The answer is the third, because that's the one that's most certain, and because it is most certain, it makes a chance of accidentally hitting another car the smallest just by the fact that we know more about the car than in the two other distributions. You learned something really important. You learned the definition of a Gaussian. You learned about the fact that these are unimodal distributions. They are also symmetrical. And you learned a little bit about how to use them as a belief in a probabilistic filter. Let's go and program a Gaussian.
Let me ask you to calculate the value of x-- you will need a calculator for this-- for the following values: mu equals 10, sigma-squared equals 4, and x equals 8.
The approximate answer is 0.12. x minus mu squared is 4, this is 10 minus 8 to the square divided by 4 equals 1. The expression of the exponential is -1/2, which is about 0.6. This guy over here is approximately 0.2, which gives us as a product 0.12 I won't torture you with any more questions like these, because they're really not fun, but we can program this now.
Starting with the following source code, I'm looking for a completion of this one line over here that returns the Gaussian function with arguments mu = 10, sigma2 = 4, and x = 8, and I want the output to be approximately 0.12. Here's my solution. This is the constant: 1/sprt(2pisigma2). Then I multiply with the exponential of (-.5(x-mu)*2/sigma2). Applying that to the following numbers over here gives me 0.12. Now, here's a question for you. How do I have to modify x = 8 to be the maximum return value for this function f?
The answer is assess with the same value as mu, in which case this expression over here becomes zero, and we get the maximum. We get the peak of the Gaussian. We set x to the same value as mu, to 10, and the output is 0.2 approximately.
Now let's look at the Kalman filter. The Kalman filter represents all distributions but Gaussians. Just like in the last class where we talked about measurement cycles and motion cycles, the Kalman filter iterates two different things--measurement updates and motion updates.
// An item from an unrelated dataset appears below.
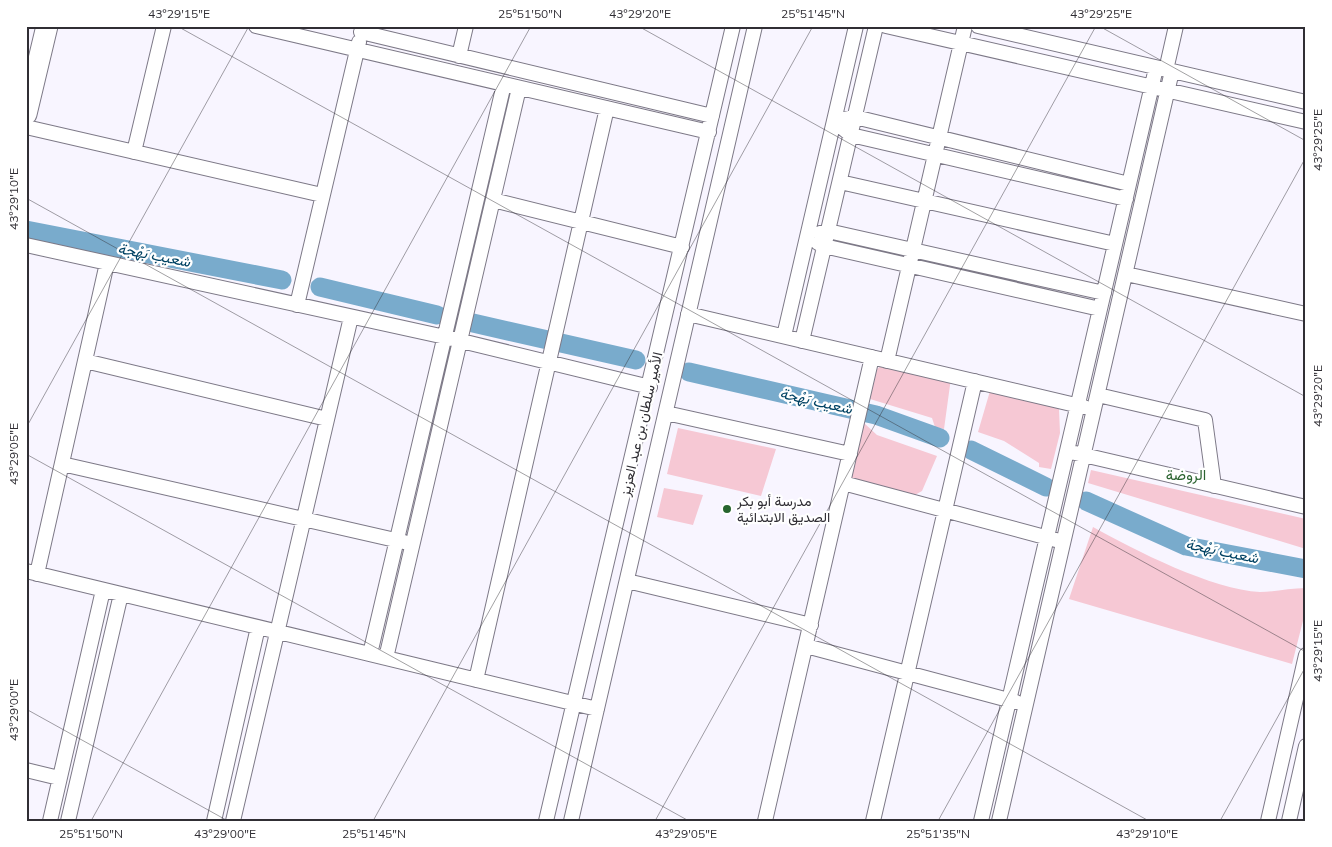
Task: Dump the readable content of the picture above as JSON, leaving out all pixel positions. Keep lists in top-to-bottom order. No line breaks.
{"streets":{"street":["الأمير سلطان بن عبد العزيز"]},"districts":["الروضة"],"water":["شعيب بَهْجة"],"places":["مدرسة أبو بكر الصديق الابتدائية"],"coordinates":["43°29'15\"E","25°51'50\"N","43°29'20\"E","25°51'45\"N","43°29'25\"E","43°29'10\"E","43°29'05\"E","43°29'00\"E","25°51'35\"N"]}
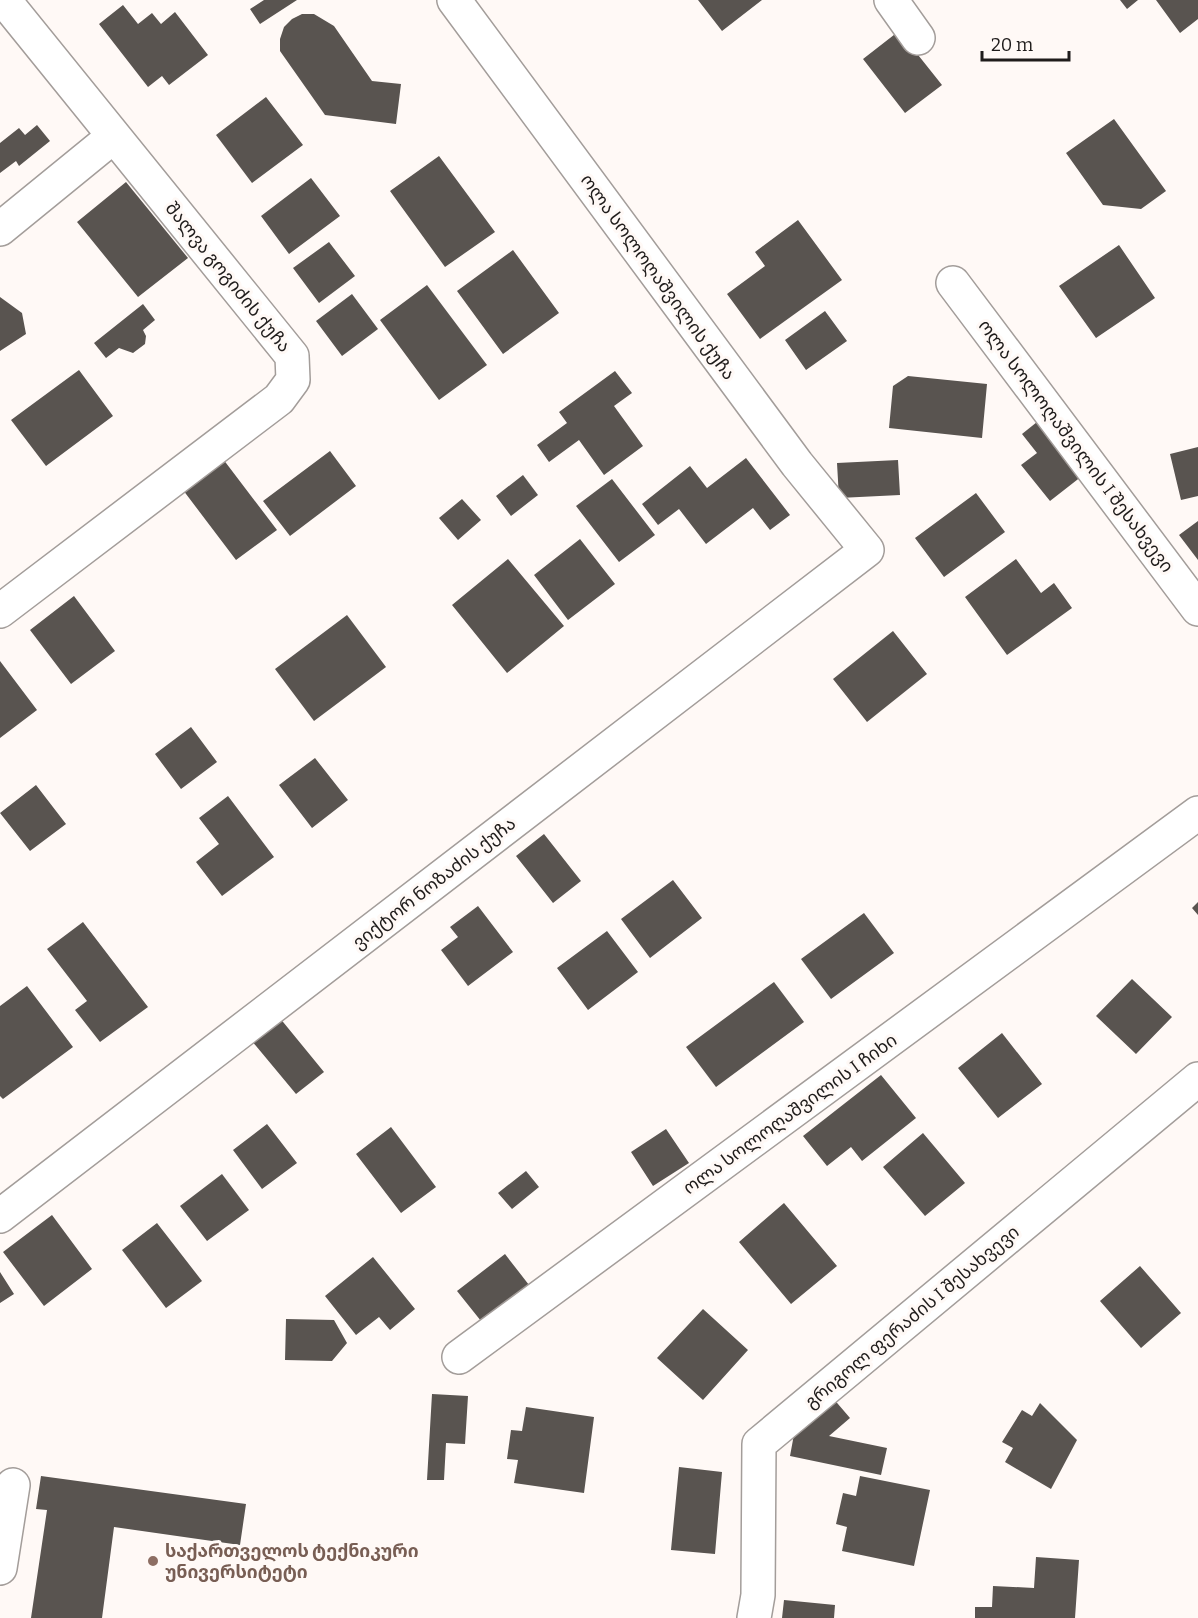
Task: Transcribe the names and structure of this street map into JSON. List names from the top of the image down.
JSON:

This is identical to the situation before in localization where we got a measurement and then we took a motion. Here the max changes, but the basic principle applies. Let's do a quiz to see if we remember the material from the last class. You might remember that one of the two steps, measurement or motion, required a convolution and the other one a product. Please check the corresponding box.
Measurements were implemented using products, and motions using a convolution. If you don't know this, please go back and check the last class on localization.
In fact, we talked about Bayes Rule, and we talked about total probability. Please, again, check, whether Bayes Rule and total probability apply to measurements or motions.
The answer is the measurement, the product, was using Bayes Rule, and motion was using total probability.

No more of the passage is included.